As you know F=ma. So applying a force causes a mass to feel an acceleration. So with regards to what causes the acceleration in your case, it is the centripetal force (Yes that is T) itself that causes the centripetal acceleration. Hope this helps.

To someone outside the cabin the tension T causes the centripetal acceleration but the 'a' that I got is the acceleration of the mass with respect to an observer inside the cabin . What I want to know is what causes the acceleration 'a' with respect to the cabin.

To clarify: 'a' isn't the centripetal acceleration , it is the acceleration with respect to the inside of the cabin.

Oh I see. But the force is still caused by the same tension inside the cabin. So the acceleration should be caused by the Tension. What am I missing here?

Oh I see. But the force is still caused by the same tension inside the cabin. So the acceleration should be caused by the Tension. What am I missing here?

Which is what I thought - but I can't figure out why would the tension do that (create the 'a') ?
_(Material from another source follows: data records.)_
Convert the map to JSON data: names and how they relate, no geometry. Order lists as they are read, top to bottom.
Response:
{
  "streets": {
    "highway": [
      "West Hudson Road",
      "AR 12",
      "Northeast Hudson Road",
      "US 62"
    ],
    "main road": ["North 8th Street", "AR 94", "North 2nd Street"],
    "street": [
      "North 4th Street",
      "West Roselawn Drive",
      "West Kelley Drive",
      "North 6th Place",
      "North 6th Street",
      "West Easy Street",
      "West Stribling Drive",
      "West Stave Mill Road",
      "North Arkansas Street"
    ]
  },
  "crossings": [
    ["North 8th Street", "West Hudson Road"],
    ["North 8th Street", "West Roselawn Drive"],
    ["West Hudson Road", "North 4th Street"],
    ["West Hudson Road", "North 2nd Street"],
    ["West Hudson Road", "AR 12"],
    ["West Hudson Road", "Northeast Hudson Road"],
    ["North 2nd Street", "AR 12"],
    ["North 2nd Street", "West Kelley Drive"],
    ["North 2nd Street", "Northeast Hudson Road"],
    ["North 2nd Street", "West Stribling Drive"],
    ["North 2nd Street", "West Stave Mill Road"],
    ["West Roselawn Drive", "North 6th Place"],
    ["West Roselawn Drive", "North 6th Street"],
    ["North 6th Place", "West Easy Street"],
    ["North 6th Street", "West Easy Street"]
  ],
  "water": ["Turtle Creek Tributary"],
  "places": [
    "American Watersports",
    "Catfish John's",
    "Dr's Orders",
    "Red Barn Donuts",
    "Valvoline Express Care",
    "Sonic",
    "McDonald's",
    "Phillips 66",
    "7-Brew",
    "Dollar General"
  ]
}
Tension is the inward force. Since the tension is a force then it would create an acceleration. As I said before, forces create acceleration. That is what forces do.

Tension is the inward force. Since the tension is a force then it would create an acceleration. As I said before, forces create acceleration. That is what forces do.

My understanding of tension is probably flawed here - but I always thought tension to be the force exerted by a string on a mass in opposition to another force. In most problems (mass hanging from rope , a pulley system , friction on a table) there is an opposing force (weight of the body , static/kinetic friction) which creates the tension in the rope. However in the situation inside the cabin, no such force is acting on the body. From the ground there is a component of acceleration in the direction of the tension, however with respect to an observer inside the cabin there is no force acting on it, so why would the mass in the pulley system move?

Okay I understand what you are saying here.

You are mostly correct in your understanding of tension. Tension is a force exerted by the string on the mass towards the centre (in this case the centripetal force).
Also you are correct that no force is acting against the tension in this case.
But you seem to not understand how circular motion works in regard to what is acting against the tension. Tension is a normal, regular force like any other force (friction, you pushing on a wall, etc). Forces do not always have to work against another external force. For example when I push a wall, the wall pushes back but I don't need another person on the other side of the wall to push it. The wall can do that itself.
Hence, the tension in the rope is working against the mass pulling against the rope in the opposite direction.
Why does the mass pull the rope during circular motion? In the reference frame of inside the cabin there seems to be an outward force called "centrifugal" force. This is however ficticious. The velocity of the mass tangental to the circular path and the inertia of the mass itself creates this effect.

So in conclusion, the tension is pulling against the inertia and tangental velocity of the mass. This tension force creates the acceleration.

Any questions?

Mastermind01
Thanks for the explanation. Centrifugal force certainly does solve the problem however I was hoping to do it without using centrifugal force as Sears/Zhemansky/Freedman/Young strongly discourages using it to analyse systems.

Yes because it is a ficticious force. Use the components of the tangental velocity and inertia instead. That is real.
No problem. Happy to help.

Yes because it is a ficticious force. Use the components of the tangental velocity and inertia instead. That is real.
No problem. Happy to help.

Sorry. I don't think I get you there. How would I go about doing that (without using centrifugal force)?

I don't think the question asked you to do that. From what I see it is asking for the centripetal acceleration.
What you asked is much more complicated.
You would have to, I think, take the moment of inertia (I), angular acceleration (α) and torque(τ) of the system into consideration.
I=mr2
τ=Iα

Mastermind01
I don't think the question asked you to do that. From what I see it is asking for the centripetal acceleration.
What you asked is much more complicated.
You would have to, I think, take the moment of inertia (I), angular acceleration (α) and torque(τ) of the system into consideration.
I=mr2
τ=Iα

I think there's no way to do this other than centrifugal force at this level. Torque and rotational mechanics come later in the book so irrelevant to the question. Thanks for all your help though..

No problem.